The Attempt at a Solution

\Phi = ( \sqrt{x^{2} + y^{2} + z^{2}} )^{-3} = (x^{2} + y^{2} + z^{2})^{\frac{-3}{2}}

grad\Phi = \frac{\partial \Phi}{\partial x}i + \frac{\partial \Phi}{\partial y}j + \frac{\partial \Phi}{\partial z}k

\frac{\partial \Phi}{\partial x} \Rightarrow let (x^{2} + y^{2} + z^{2}) = u

\frac{\partial \Phi}{\partial u} = \frac{-3}{2}u^{\frac{-5}{2}}

\frac{\partial u}{\partial x} = 2x

\frac{\partial \Phi}{\partial x} = 2x(\frac{-3}{2}u^{\frac{-5}{2}})

= -3x((x^{2} + y^{2} + z^{2}))^{\frac{-5}{2}} = -3x( \frac{1}{r^{5}} )

differentials with respect to y and z will be identical except swapping -3x for -3y and -3z.

These will be the terms for i j and k

Giving a final answer of

-\frac{3}{r^{5}} (r).EDIT (again the r^5 term is the magnitude not the vector)

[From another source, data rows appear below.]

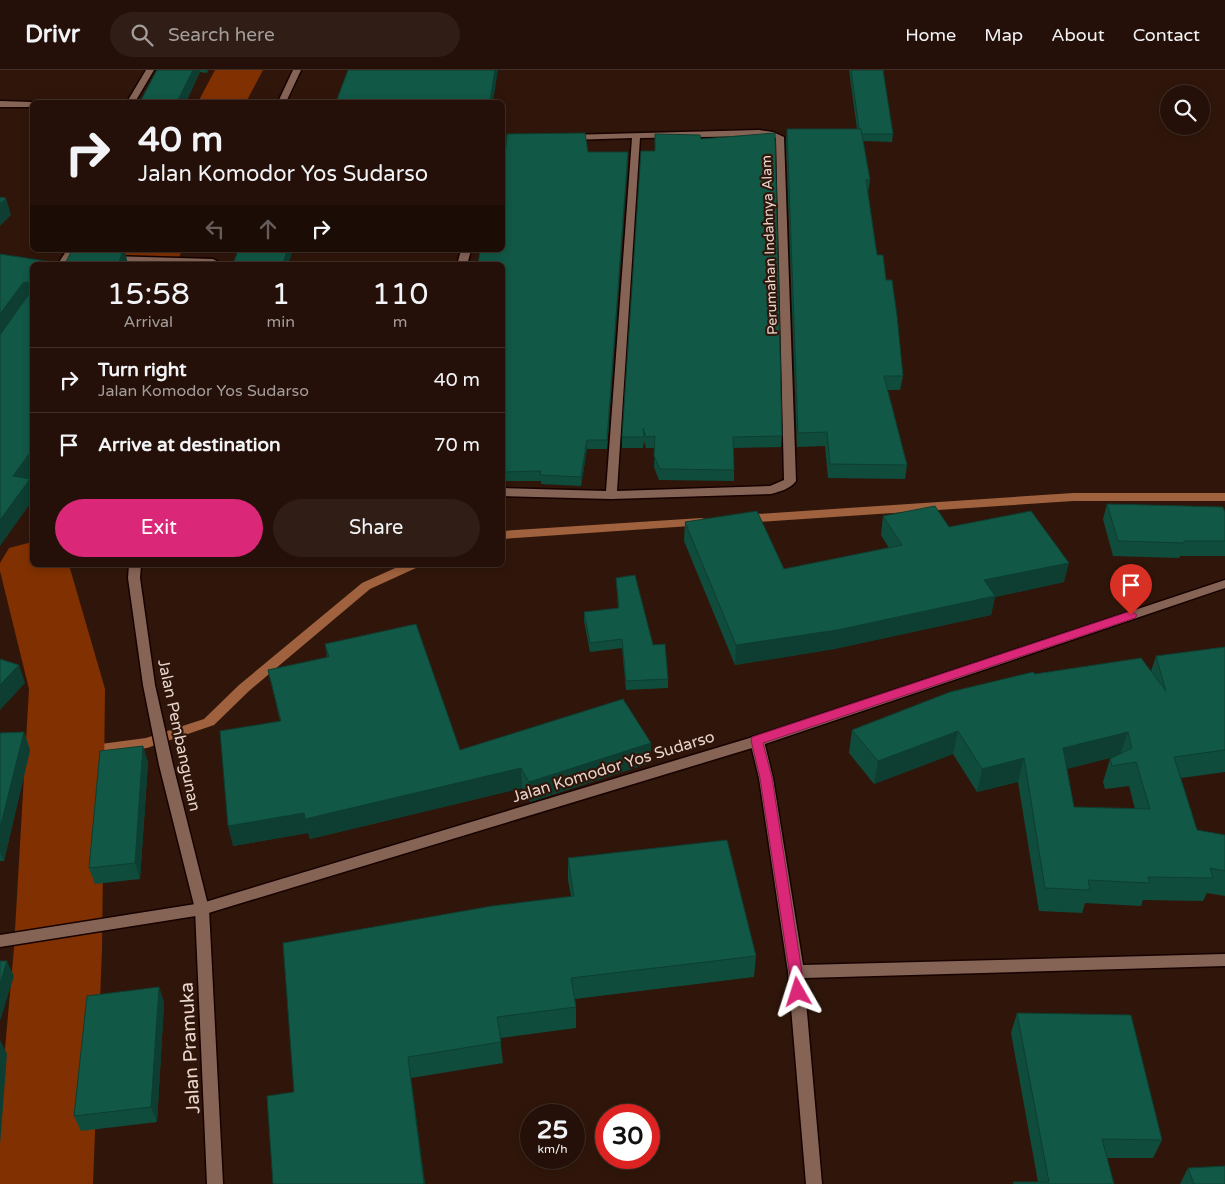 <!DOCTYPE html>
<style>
body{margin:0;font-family:"Varela Round",sans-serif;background:#301e16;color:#f1f3f6;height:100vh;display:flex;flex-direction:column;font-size:19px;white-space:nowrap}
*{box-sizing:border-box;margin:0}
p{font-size:16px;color:#a39d9c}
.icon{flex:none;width:28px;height:28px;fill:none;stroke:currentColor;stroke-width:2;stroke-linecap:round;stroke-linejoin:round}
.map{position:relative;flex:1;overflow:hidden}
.panel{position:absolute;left:30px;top:192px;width:475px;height:305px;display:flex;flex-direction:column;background:#241008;border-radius:8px;box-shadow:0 2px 8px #0003,0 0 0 1px #413029}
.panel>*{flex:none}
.hud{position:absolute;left:30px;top:30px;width:475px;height:152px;border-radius:8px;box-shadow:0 2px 8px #0003,0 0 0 1px #413029;background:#241008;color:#f1f3f6;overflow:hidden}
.buttons{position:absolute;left:1160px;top:15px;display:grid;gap:10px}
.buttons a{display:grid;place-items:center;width:50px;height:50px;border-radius:50%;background:#241008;box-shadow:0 2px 8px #0003,0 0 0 1px #413029;font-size:25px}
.speed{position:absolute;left:520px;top:1034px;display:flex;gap:10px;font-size:25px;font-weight:700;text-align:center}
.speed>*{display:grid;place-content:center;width:65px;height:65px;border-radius:50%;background:#241008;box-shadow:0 2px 8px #0003,0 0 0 1px #413029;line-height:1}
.speed small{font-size:12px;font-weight:400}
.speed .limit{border:8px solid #d22;background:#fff;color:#111}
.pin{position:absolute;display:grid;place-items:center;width:42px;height:42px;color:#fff;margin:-51px -21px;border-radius:50% 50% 50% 0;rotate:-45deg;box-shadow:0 0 5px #0007}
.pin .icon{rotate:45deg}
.me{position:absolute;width:55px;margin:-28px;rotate:354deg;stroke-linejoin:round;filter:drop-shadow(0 0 4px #0008)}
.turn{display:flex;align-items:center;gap:18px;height:105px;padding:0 25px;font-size:22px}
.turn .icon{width:65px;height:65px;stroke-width:2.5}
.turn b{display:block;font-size:35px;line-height:42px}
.lanes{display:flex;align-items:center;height:48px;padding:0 25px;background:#0003;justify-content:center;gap:25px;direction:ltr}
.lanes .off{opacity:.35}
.eta{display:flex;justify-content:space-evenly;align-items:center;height:85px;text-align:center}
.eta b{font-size:30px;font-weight:600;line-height:35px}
.primary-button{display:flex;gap:10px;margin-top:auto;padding:10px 25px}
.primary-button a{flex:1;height:58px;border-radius:30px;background:#db2777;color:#fff;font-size:20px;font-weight:600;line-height:58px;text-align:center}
.primary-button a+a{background:#301e16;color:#f1f3f6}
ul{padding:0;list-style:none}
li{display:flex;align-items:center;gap:15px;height:65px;padding:0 25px;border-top:1px solid #413029}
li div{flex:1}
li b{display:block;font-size:19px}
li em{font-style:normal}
header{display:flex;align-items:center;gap:30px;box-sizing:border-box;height:70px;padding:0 25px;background:#241008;border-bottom:1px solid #413029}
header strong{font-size:24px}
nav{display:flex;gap:28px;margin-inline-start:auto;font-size:18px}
.search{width:350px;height:45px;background:#301e16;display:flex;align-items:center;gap:12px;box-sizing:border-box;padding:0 18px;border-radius:28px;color:#a39d9c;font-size:19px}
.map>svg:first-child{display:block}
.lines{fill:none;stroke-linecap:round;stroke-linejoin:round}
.stream{fill:#a0623e;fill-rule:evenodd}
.river{fill:#813101;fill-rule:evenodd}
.street-casing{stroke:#170200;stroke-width:3}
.secondary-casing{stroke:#170200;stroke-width:3}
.street{fill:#856456;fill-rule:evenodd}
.secondary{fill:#856456;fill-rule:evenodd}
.wall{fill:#0f4c3c;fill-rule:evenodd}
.shaded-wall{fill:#0d3e31}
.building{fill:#125846;stroke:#0d3e31;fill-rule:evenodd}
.route{fill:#db2777;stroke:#8e194d}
.labels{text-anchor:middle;stroke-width:4.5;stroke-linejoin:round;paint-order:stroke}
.far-street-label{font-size:14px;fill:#e7d5cd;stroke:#30160a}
.street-label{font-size:16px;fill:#e7d5cd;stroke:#30160a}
.near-street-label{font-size:19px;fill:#e7d5cd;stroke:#30160a}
</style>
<header>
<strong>Drivr</strong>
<div class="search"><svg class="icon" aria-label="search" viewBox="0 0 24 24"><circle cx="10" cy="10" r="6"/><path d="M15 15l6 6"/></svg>Search here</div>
<nav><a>Home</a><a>Map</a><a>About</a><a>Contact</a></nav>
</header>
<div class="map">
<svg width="1225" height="1114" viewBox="0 0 1225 1114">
<rect width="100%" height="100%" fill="#30160a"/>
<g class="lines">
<g class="stream">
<path d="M1073,423h152v8h-152l-330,22 -6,-4 6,-4z"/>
<path d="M701,448l4,1 2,3 -2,3 -203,14v-8z"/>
<path d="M402,495h16l-2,3 -46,21 -121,102 -35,34 -67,23 -84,11 -5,-1 -2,-4 2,-4 5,-1 83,-11 58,-19 35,-34 123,-102z"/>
</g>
<g class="river">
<path d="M215,0h48l-17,32h-48z"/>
<path d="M126,180h56l-6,15h-56z"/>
<path d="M32,472v23h37l36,124 -3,259 -9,236h-93v-79l14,-157 15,-259 -29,-118v-8l9,-15z"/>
</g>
<g class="street-casing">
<g id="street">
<path d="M146,0h8l-19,32h-8z"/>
<path d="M293,0h8l-15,32h-8z"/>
<path d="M0,31l32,1v5h-32z"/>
<path d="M759,60l14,2 11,5 12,344c-6,8 -15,10 -25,13l-160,5 -109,-3v-8l104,3 26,-353 -62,2 -3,-1v-4zM759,66l17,2 8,342 -14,6 -153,5 23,-353z"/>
<path d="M67,180h10l-10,15h-10z"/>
<path d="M461,180h10l-4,15h-10z"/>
<path d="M110,186l103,3 5,3 -5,3 -106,-4 -2,-2z"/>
<path d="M129,495h12l-1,13 15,107 18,80 36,144 14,275h-16l-12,-275 -36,-144 -16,-80 -15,-107z"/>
<path d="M757,666l5,1 2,4 9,37 30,187 422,-11v12l-421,12 18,206h-16l-18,-212 -29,-194 -9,-37 2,-4z"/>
</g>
</g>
<g class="secondary-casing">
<path id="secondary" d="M1225,510v8l-463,157 -560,170 -202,32v-12l202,-32 551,-166z"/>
</g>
<use href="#street" class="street"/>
<use href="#secondary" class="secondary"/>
</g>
<g class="wall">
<path d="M157,0h51l-1,3 -7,-1 -14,30h-46z"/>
<path d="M849,0h34l10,64 -1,8 -29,-1 7,39 -2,13 9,62 9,25 17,96 -3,14h-13l20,75 -2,14 -77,-1 -3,-32 -28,1 -11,-305 1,-13h70z"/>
<path d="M701,69l81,297 -1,11 -47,1v33l-75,-1 -5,-13 1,-19h-9l-2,-7 -1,7h-21v-11l33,-286z"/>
<path d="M588,82h40l-21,297h-20l-6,37 -40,-2v-3h-39v-216z"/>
<path d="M1107,434l118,8v44h-45l-1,2 -66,-2 -10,-37z"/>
<path d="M883,446l66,11 115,55 -69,15 -4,18 -157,34 -99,16 -51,-124 1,-19 99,47 105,-21 -8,-13z"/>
<path d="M616,508l37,67 15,34v9l-42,2 -4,-42 -32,4 -6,-31v-9l34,-4z"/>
<path d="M325,574l135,106 191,-7 -1,20 -120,39 -8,-14 -212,51 -2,-6 -75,13 47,-125 -12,-51 59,-13z"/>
<path d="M1225,577v125l-44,6 16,52 28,5v61l-18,-3 -4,8 -60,-1 -2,6 -56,-3 -3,10 -43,-2 -21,-129 -41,10 -24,-38 -79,30 -25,-31 3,-23 183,-56 116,-3 5,-15zM1114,687l-4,2 -7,23 2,7 24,-3 6,23 -61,-2 -8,-38z"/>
<path d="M24,662l6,18 -26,111h-4v-128z"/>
<path d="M143,676l5,17 -8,116 -45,5 -6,-16z"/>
<path d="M568,788l188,98 -2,21 -179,22 1,8v21l-76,10 3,25 -92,15 14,106h-152l21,-92 277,-196 -3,-16z"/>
<path d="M159,917l5,16 -7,119 -76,9 -7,-15z"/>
<path d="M1017,943l145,127 -9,18h-46l7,26h-101v-2h25l-27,-149z"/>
<path d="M1188,1098l37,16h-45z"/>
</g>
<g class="shaded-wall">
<path d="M193,0h7v2l-14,30h-9z"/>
<path d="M495,0h3l-5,32h-3z"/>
<path d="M628,82v9l-21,288v-9z"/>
<path d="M6,128l5,17 -11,11v-22z"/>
<path d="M123,180h3l-1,2 3,12v1h-10z"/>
<path d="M287,180h6l-5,15h-5z"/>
<path d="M28,212l4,15 -32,42v-25l23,-31z"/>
<path d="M587,370v9l-6,37v-9z"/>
<path d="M32,380v25l-14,19 -5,-18z"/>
<path d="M30,409l2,7v15l-32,45v-26z"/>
<path d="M1069,493l-5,19 -69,15 -4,18 -157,34 -99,16 1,-20 248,-65z"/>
<path d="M19,595l6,18 -25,27v-25z"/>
<path d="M958,661l-5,23 -79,30 4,-23z"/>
<path d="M24,662l6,18 -26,111 -4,-9v-24z"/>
<path d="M1128,662l-8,23 -64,17 7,-24z"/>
<path d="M651,673l-1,20 -120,39 -1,-20z"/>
<path d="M143,676l5,17 -8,116 -5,-16z"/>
<path d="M1024,688l-6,24 -41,10 5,-23z"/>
<path d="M521,698l1,20 -212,51 -5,-20z"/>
<path d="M304,743l4,20 -75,13 -5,-20z"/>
<path d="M7,891l7,15 -14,45v-37z"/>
<path d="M159,917l5,16 -7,119 -6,-15z"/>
<path d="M0,970l7,14 -7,91z"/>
<path d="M408,987l3,21 14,106h-1z"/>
</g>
<g class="building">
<path d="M157,0h36l-16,32h-37z"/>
<path d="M348,0h147l-5,32h-154z"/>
<path d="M851,0h32l10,64h-32v-5h-2z"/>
<path d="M787,59h74l9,51h-4l11,75h6l3,25h6l5,36 6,60h-19l23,89 -77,-1 -3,-32 -29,1z"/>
<path d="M585,63l3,19h40l-21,288h-20l-6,37 -41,-2 1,-4 -39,1v-207h-24l2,-15h22v-58l5,-58z"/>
<path d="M775,63l7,303 -49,1 1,33 -74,-1 -6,-13 1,-20 -9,1 -3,-9 1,9h-22l19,-286h14v-17l45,1 1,4z"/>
<path d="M0,127l6,1 -6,6z"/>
<path d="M72,180h51l-5,15h-86v185l-19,26 17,3 -30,41v-185l29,-41 -1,-12 -5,1 -23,31v-60l65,10z"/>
<path d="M238,180h49l-4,15h-50z"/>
<path d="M1107,434l116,3 2,5v29h-41v2l-66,-2z"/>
<path d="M935,436l14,21 82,-16 38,52 -85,17 11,16 -158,34 -101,15 -51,-123 72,-11 27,58 118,-24 -19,-29z"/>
<path d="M635,505l18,70 12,-1 3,35 -42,2 -4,-42 -32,4 -6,-31 35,-4 -3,-30z"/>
<path d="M416,554l44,126 163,-51 28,44 -122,39 -8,-14 -216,51 -1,-6 -76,13 -8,-95 61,-10 -13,-51 61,-13 -4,-13z"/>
<path d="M1225,577v103l-51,7 23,73 28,5v36l-15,-3 3,10 -65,-1 2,6 -62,-3 2,10 -45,-2 -21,-130 -42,11 -24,-38 -80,30 -26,-31 98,-38 83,-20 2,2 106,-16 25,33 -10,-35zM1128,662l4,16 -22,11 2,7 24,-4 14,47 -76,-2 -11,-59z"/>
<path d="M0,589l19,6 -19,20z"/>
<path d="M24,662l-24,96v-95z"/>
<path d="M143,676l-8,117 -46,5 11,-117z"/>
<path d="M727,770l29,116 -185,22 5,29 -79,10 4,25 -93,15 16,127h-151l-6,-88 27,-4 -11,-149 209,-37 82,-10 -6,-38z"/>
<path d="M0,891h7l-7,23z"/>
<path d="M159,917l-8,120 -77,9 13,-120z"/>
<path d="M1017,943l114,2 31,125 -60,-1 12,45h-100l-1,-2h36z"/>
<path d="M1225,1096v18h-31l-6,-16z"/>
</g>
<path class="route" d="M1131,541l6,4 -2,3 -372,125 9,35 33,214 -2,4 -5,1 -5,-1 -33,-218 -9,-38 1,-3z"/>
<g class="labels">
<g class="far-street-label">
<text transform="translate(769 175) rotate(-92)" y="5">Perumahan Indahnya Alam</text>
</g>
<g class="street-label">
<text transform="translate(180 665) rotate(78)" y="6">Jalan Pembangunan</text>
<text transform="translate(613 696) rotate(-17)" y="6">Jalan Komodor Yos Sudarso</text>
</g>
<g class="near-street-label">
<text transform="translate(189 978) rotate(-93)" y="7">Jalan Pramuka</text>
</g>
</g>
</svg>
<div class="buttons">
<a><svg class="icon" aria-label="search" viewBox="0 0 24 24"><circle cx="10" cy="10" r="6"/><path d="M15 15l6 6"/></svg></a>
</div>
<div class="speed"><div>25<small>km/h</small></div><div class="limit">30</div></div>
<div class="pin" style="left:1131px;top:545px;background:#d93025"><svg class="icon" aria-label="arrive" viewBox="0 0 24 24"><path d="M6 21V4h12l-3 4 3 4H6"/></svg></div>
<svg class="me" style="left:798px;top:922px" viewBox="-20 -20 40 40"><path d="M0-17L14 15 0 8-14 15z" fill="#db2777" stroke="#fff" stroke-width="4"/></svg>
<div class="hud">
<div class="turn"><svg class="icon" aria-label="right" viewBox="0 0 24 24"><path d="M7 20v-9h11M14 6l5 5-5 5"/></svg><div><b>40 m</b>Jalan Komodor Yos Sudarso</div></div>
<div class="lanes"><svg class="icon off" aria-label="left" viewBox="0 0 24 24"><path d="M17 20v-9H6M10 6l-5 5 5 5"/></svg><svg class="icon off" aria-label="ahead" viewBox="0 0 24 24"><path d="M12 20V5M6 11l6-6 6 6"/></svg><svg class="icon" aria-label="right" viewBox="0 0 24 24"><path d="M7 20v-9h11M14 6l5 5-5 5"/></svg></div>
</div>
<section class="panel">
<div class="eta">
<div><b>15:58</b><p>Arrival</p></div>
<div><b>1</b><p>min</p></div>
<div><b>110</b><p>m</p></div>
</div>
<ul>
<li><svg class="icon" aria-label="right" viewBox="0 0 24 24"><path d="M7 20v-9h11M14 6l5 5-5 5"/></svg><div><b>Turn right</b><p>Jalan Komodor Yos Sudarso</p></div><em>40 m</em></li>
<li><svg class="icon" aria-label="arrive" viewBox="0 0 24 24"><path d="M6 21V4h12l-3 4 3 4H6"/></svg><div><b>Arrive at destination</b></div><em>70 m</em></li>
</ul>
<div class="primary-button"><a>Exit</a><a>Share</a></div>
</section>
</div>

Is this the correct solution? can anybody help?

 

[cristo]

Looks fine to me.

Another way to go about this problem is to use the formula for grad in spherical polar coordinates (see http://www.mas.ncl.ac.uk/~nas13/mas2104/handout5.pdf .pdf for example). In this case, it will reduce to \nabla\left(\frac{1}{r^3}\right)=\hat{\bold{r}}\frac{\partial}{\partial r}(r^{-3})=\hat{\bold{r}}\cdot\frac{-3}{r^4} which is the same result.

 

[Phrak]

r= \sqrt{x^{2} + y^{2} + z^{2}}

you will need to rethink your unit vector r.

 

[ineedmunchies]

Thank you very much

EDIT: what do you mean phrak? i used the equation you give for the magnitude of r, and it is not a unit vector in my question.

 

[cristo]

r= \sqrt{x^{2} + y^{2} + z^{2}}

you will need to rethink your unit vector r.

His r isn't a unit vector, it is \bold{r}=(x,y,z). The unit vector, which I denoted with a hat, is then \hat{\bold{r}}=\frac{\bold{r}}{r}

 

[Phrak]

Thanks, Cristo. my bad. I didn't read far enough.